CO2-H2O synergy enables stable tar model compound reforming over Fe–Cu biochar catalyst for clean hydrogen production

Efficient tar conversion and catalyst stability remain key challenges limiting the large-scale application of biomass gasification for clean hydrogen production. In this study, a low-cost and highly active Fe-Cu bimetallic biochar catalyst (SFBC-FeCu) was synthesized using sheep feces as the precursor via an integrated impregnation–pyrolysis method. The catalytic performance and deactivation resistance of the catalyst were systematically evaluated under N₂, 10 %CO₂, 10 %H₂O, and 10 %CO₂-5 %H₂O atmospheres.

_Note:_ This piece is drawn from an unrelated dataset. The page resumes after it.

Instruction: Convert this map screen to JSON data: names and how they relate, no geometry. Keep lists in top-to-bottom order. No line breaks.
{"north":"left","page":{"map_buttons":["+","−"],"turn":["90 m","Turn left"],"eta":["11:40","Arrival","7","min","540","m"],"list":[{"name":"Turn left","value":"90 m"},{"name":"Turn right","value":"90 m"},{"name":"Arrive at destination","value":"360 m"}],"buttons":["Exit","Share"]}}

The results show that the 10 %CO₂-5 %H₂O co-feeding atmosphere effectively suppresses carbon deposition, alleviates metal particle sintering, prevents excessive oxidation-induced deactivation, and synergistically stabilizes oxygen-containing functional groups (OFGs) on the catalyst surface. By regulating the redox behavior of metal sites, incorporating lattice oxygen, and continuously generating oxygen vacancies, a favorable electron transfer cycle is established, ensuring the stable and efficient operation of the catalyst. After 90 min of reaction, the catalyst maintained a toluene conversion rate of 30.56 %. In contrast, under single-component atmospheres (N₂, 10 %CO₂, 10 %H₂O), the catalyst deactivated rapidly due to rapid carbon accumulation, metal site sintering or oxidation, unstable OFGs turnover, and hydrogen accumulation on active sites. These factors collectively result in a rapid decline in catalytic performance and stability. This study provides a feasible pathway and theoretical basis for developing highly stable biomass gasification systems.